__How to complete this task__
If a record contains a picture, drop the picture and copy everything else exactly.
== Segment start ==
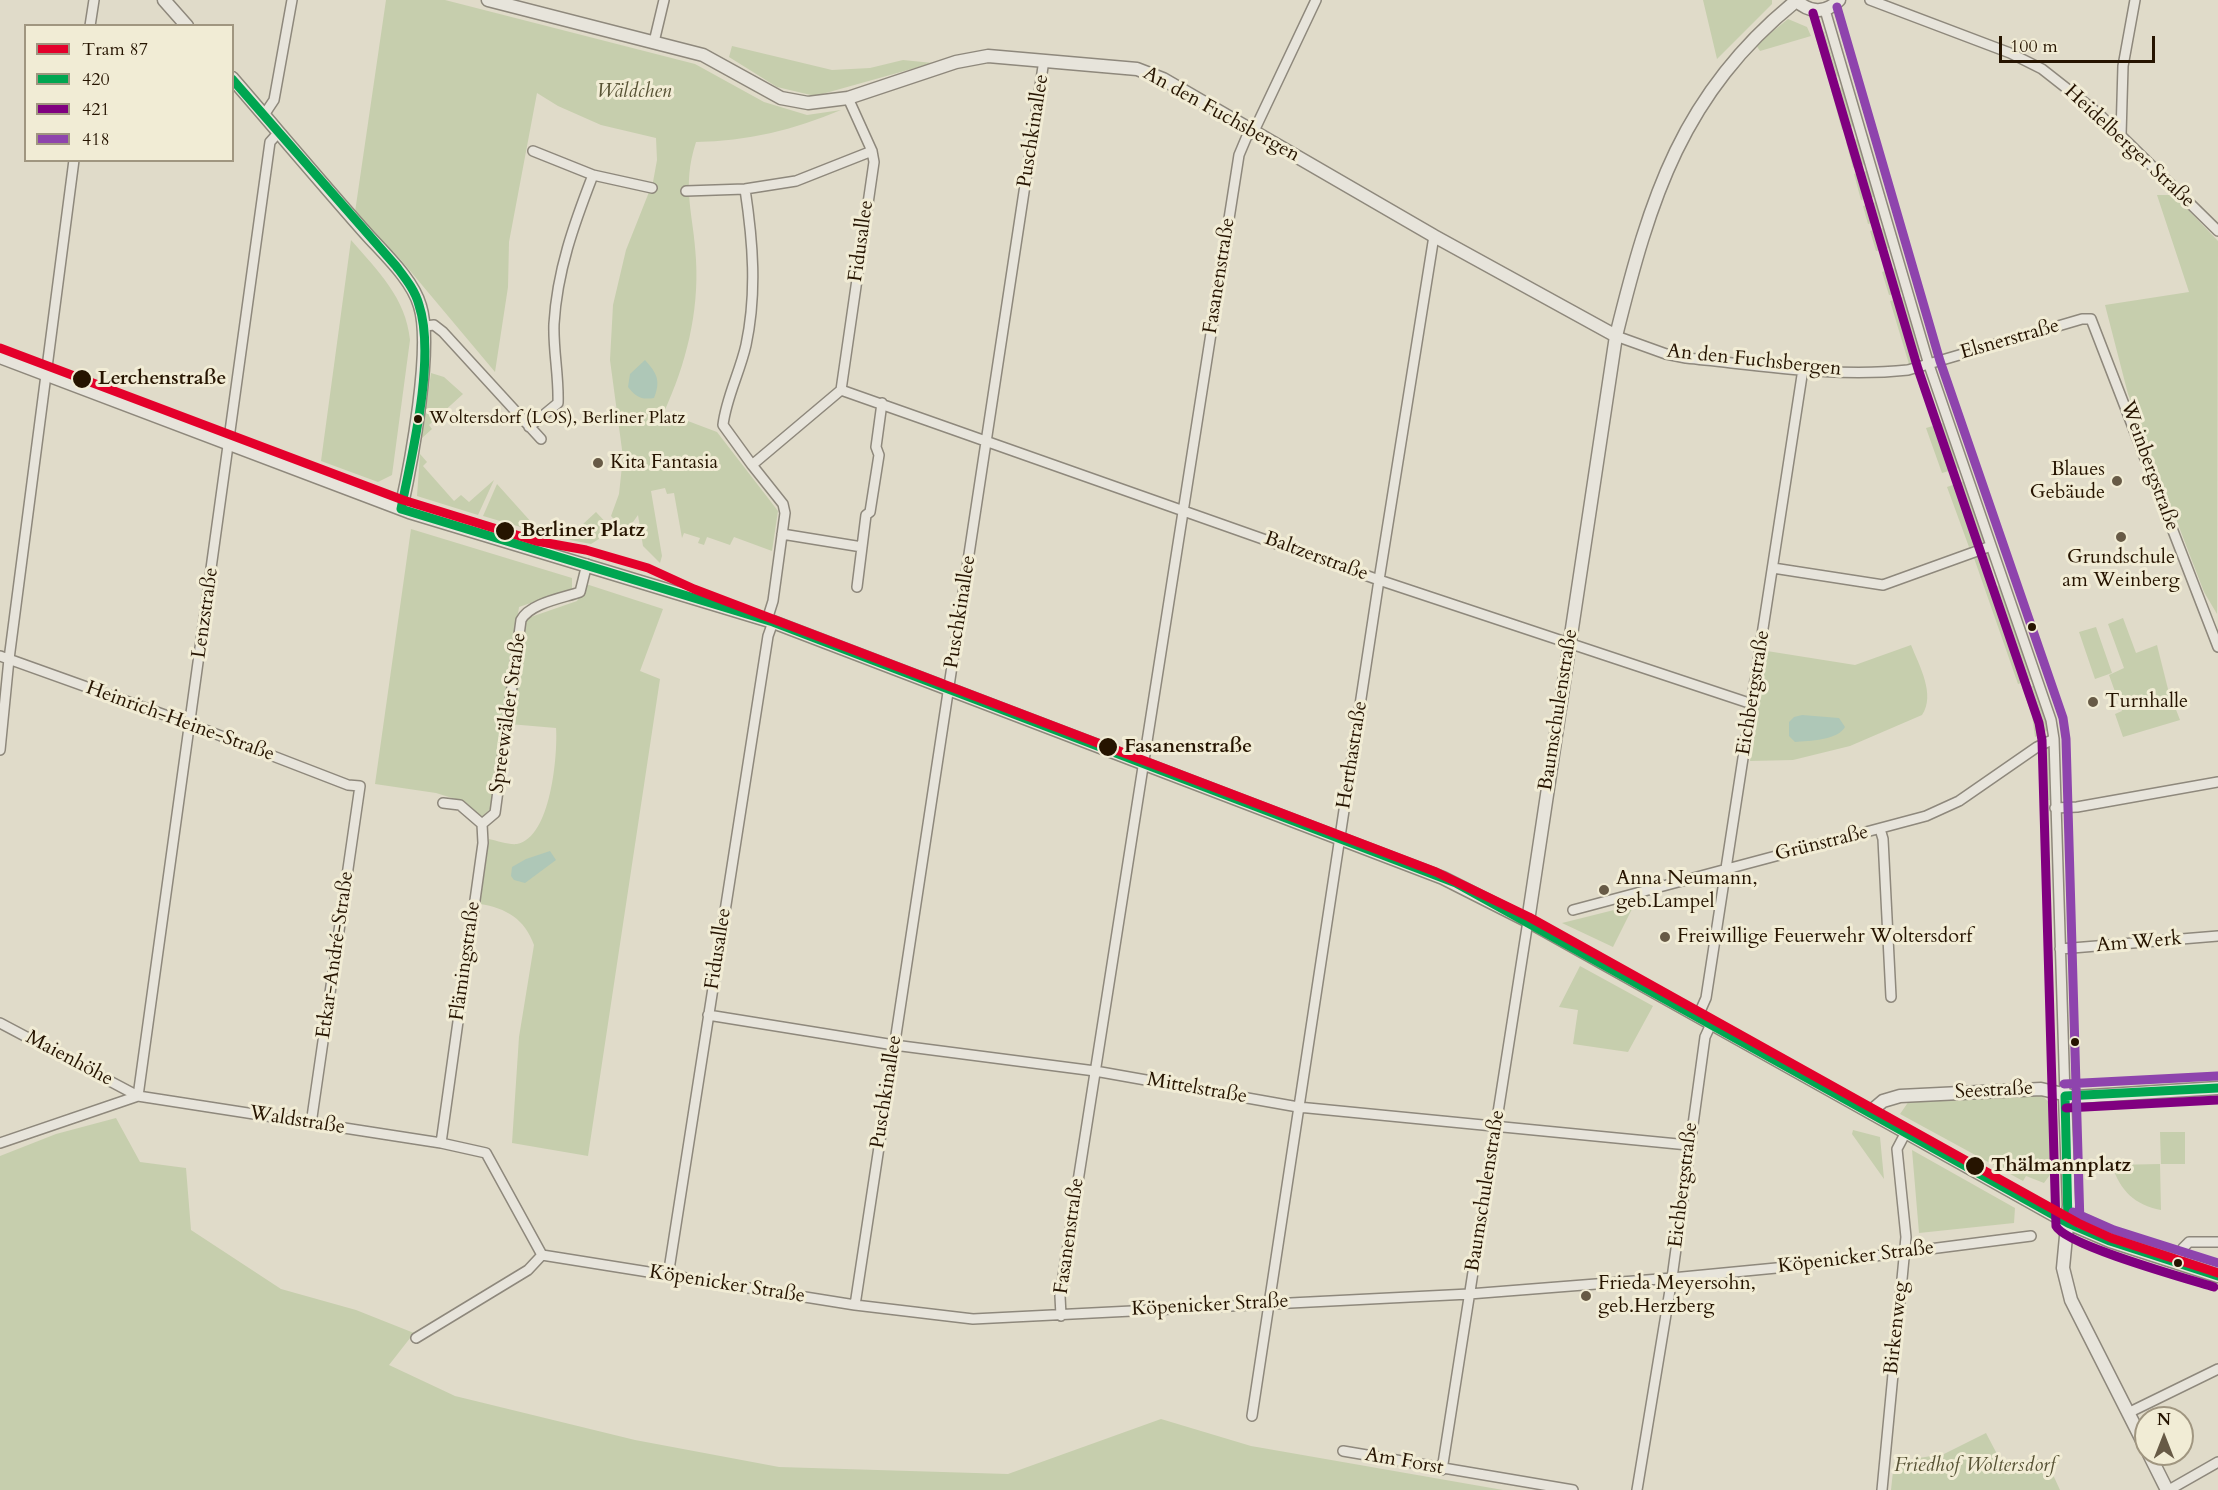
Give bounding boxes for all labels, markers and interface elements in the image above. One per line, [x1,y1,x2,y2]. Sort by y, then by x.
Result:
legend [24,24,234,162]
scale bar [2002,24,2158,62]
text: 100 m [2010,34,2058,59]
text: Tram 87 [82,37,148,62]
street label: An den Fuchsbergen [1138,62,1304,168]
text: 420 [82,67,110,92]
street label: Puschkinallee [1013,73,1055,189]
park label: Wäldchen [596,80,672,104]
street label: Heidelberger Straße [2059,80,2199,214]
text: 421 [82,97,110,122]
text: 418 [82,127,110,152]
street label: Fidusallee [844,199,880,283]
street label: Fasanenstraße [1199,216,1241,336]
street label: Elsnerstraße [1958,314,2062,366]
street label: An den Fuchsbergen [1666,340,1842,382]
place label: Lerchenstraße [98,367,226,391]
marker: Lerchenstraße [71,368,93,390]
street label: Weinbergstraße [2114,398,2184,534]
place label: Woltersdorf (LOS), Berliner Platz [429,408,685,430]
marker: Woltersdorf (LOS), Berliner Platz [412,413,424,425]
place label: Kita Fantasia [610,451,718,475]
marker: Kita Fantasia [591,456,605,470]
place label: Blaues Gebäude [2030,458,2105,505]
marker: Blaues Gebäude [2110,474,2124,488]
place label: Berliner Platz [521,519,645,543]
marker: Berliner Platz [494,520,516,542]
street label: Baltzerstraße [1261,527,1371,587]
marker: Grundschule am Weinberg [2114,530,2128,544]
place label: Grundschule am Weinberg [2062,546,2180,593]
street label: Puschkinallee [940,554,982,670]
street label: Lenzstraße [188,566,224,660]
unlabelled marker [2026,621,2038,633]
street label: Baumschulenstraße [1534,627,1584,793]
street label: Eichbergstraße [1732,629,1776,757]
street label: Spreewälder Straße [486,631,532,795]
street label: Heinrich-Heine-Straße [82,677,278,767]
place label: Turnhalle [2105,690,2188,714]
marker: Turnhalle [2086,695,2100,709]
street label: Herthastraße [1333,699,1373,811]
place label: Fasanenstraße [1124,735,1252,759]
marker: Fasanenstraße [1097,736,1119,758]
street label: Grünstraße [1773,821,1871,867]
place label: Anna Neumann, geb.Lampel [1616,867,1757,914]
street label: Etkar-André-Straße [312,870,360,1040]
marker: Anna Neumann, geb.Lampel [1597,883,1611,897]
street label: Flämingstraße [446,900,486,1022]
street label: Fidusallee [701,906,737,992]
place label: Freiwillige Feuerwehr Woltersdorf [1677,925,1972,949]
street label: Am Werk [2095,927,2183,959]
marker: Freiwillige Feuerwehr Woltersdorf [1658,930,1672,944]
street label: Maienhöhe [21,1026,117,1092]
street label: Puschkinallee [866,1034,908,1150]
unlabelled marker [2069,1036,2081,1048]
street label: Mittelstraße [1145,1068,1249,1110]
street label: Seestraße [1954,1077,2034,1105]
street label: Waldstraße [248,1102,346,1140]
street label: Baumschulenstraße [1461,1108,1511,1274]
street label: Eichbergstraße [1664,1121,1704,1249]
place label: Thälmannplatz [1991,1154,2131,1178]
marker: Thälmannplatz [1964,1155,1986,1177]
street label: Fasanenstraße [1050,1176,1090,1296]
street label: Köpenicker Straße [1776,1237,1936,1279]
unlabelled marker [2172,1257,2184,1269]
street label: Köpenicker Straße [647,1261,807,1309]
place label: Frieda Meyersohn, geb.Herzberg [1598,1272,1756,1319]
street label: Birkenweg [1880,1280,1914,1376]
marker: Frieda Meyersohn, geb.Herzberg [1579,1289,1593,1303]
street label: Köpenicker Straße [1131,1290,1289,1322]
north arrow [2134,1406,2194,1466]
text: N [2157,1409,2171,1431]
street label: Am Forst [1363,1443,1445,1481]
park label: Friedhof Woltersdorf [1894,1454,2056,1478]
== Segment end ==
__Result for this exercise__
Give bounding boxes for all labels, markers and interface elements in the image above. One per line, [x1,y1,x2,y2]. Sort by y, then by x.
Result:
legend [24,24,234,162]
scale bar [2002,24,2158,62]
text: 100 m [2010,34,2058,59]
text: Tram 87 [82,37,148,62]
street label: An den Fuchsbergen [1138,62,1304,168]
text: 420 [82,67,110,92]
street label: Puschkinallee [1013,73,1055,189]
park label: Wäldchen [596,80,672,104]
street label: Heidelberger Straße [2059,80,2199,214]
text: 421 [82,97,110,122]
text: 418 [82,127,110,152]
street label: Fidusallee [844,199,880,283]
street label: Fasanenstraße [1199,216,1241,336]
street label: Elsnerstraße [1958,314,2062,366]
street label: An den Fuchsbergen [1666,340,1842,382]
place label: Lerchenstraße [98,367,226,391]
marker: Lerchenstraße [71,368,93,390]
street label: Weinbergstraße [2114,398,2184,534]
place label: Woltersdorf (LOS), Berliner Platz [429,408,685,430]
marker: Woltersdorf (LOS), Berliner Platz [412,413,424,425]
place label: Kita Fantasia [610,451,718,475]
marker: Kita Fantasia [591,456,605,470]
place label: Blaues Gebäude [2030,458,2105,505]
marker: Blaues Gebäude [2110,474,2124,488]
place label: Berliner Platz [521,519,645,543]
marker: Berliner Platz [494,520,516,542]
street label: Baltzerstraße [1261,527,1371,587]
marker: Grundschule am Weinberg [2114,530,2128,544]
place label: Grundschule am Weinberg [2062,546,2180,593]
street label: Puschkinallee [940,554,982,670]
street label: Lenzstraße [188,566,224,660]
unlabelled marker [2026,621,2038,633]
street label: Baumschulenstraße [1534,627,1584,793]
street label: Eichbergstraße [1732,629,1776,757]
street label: Spreewälder Straße [486,631,532,795]
street label: Heinrich-Heine-Straße [82,677,278,767]
place label: Turnhalle [2105,690,2188,714]
marker: Turnhalle [2086,695,2100,709]
street label: Herthastraße [1333,699,1373,811]
place label: Fasanenstraße [1124,735,1252,759]
marker: Fasanenstraße [1097,736,1119,758]
street label: Grünstraße [1773,821,1871,867]
place label: Anna Neumann, geb.Lampel [1616,867,1757,914]
street label: Etkar-André-Straße [312,870,360,1040]
marker: Anna Neumann, geb.Lampel [1597,883,1611,897]
street label: Flämingstraße [446,900,486,1022]
street label: Fidusallee [701,906,737,992]
place label: Freiwillige Feuerwehr Woltersdorf [1677,925,1972,949]
street label: Am Werk [2095,927,2183,959]
marker: Freiwillige Feuerwehr Woltersdorf [1658,930,1672,944]
street label: Maienhöhe [21,1026,117,1092]
street label: Puschkinallee [866,1034,908,1150]
unlabelled marker [2069,1036,2081,1048]
street label: Mittelstraße [1145,1068,1249,1110]
street label: Seestraße [1954,1077,2034,1105]
street label: Waldstraße [248,1102,346,1140]
street label: Baumschulenstraße [1461,1108,1511,1274]
street label: Eichbergstraße [1664,1121,1704,1249]
place label: Thälmannplatz [1991,1154,2131,1178]
marker: Thälmannplatz [1964,1155,1986,1177]
street label: Fasanenstraße [1050,1176,1090,1296]
street label: Köpenicker Straße [1776,1237,1936,1279]
unlabelled marker [2172,1257,2184,1269]
street label: Köpenicker Straße [647,1261,807,1309]
place label: Frieda Meyersohn, geb.Herzberg [1598,1272,1756,1319]
street label: Birkenweg [1880,1280,1914,1376]
marker: Frieda Meyersohn, geb.Herzberg [1579,1289,1593,1303]
street label: Köpenicker Straße [1131,1290,1289,1322]
north arrow [2134,1406,2194,1466]
text: N [2157,1409,2171,1431]
street label: Am Forst [1363,1443,1445,1481]
park label: Friedhof Woltersdorf [1894,1454,2056,1478]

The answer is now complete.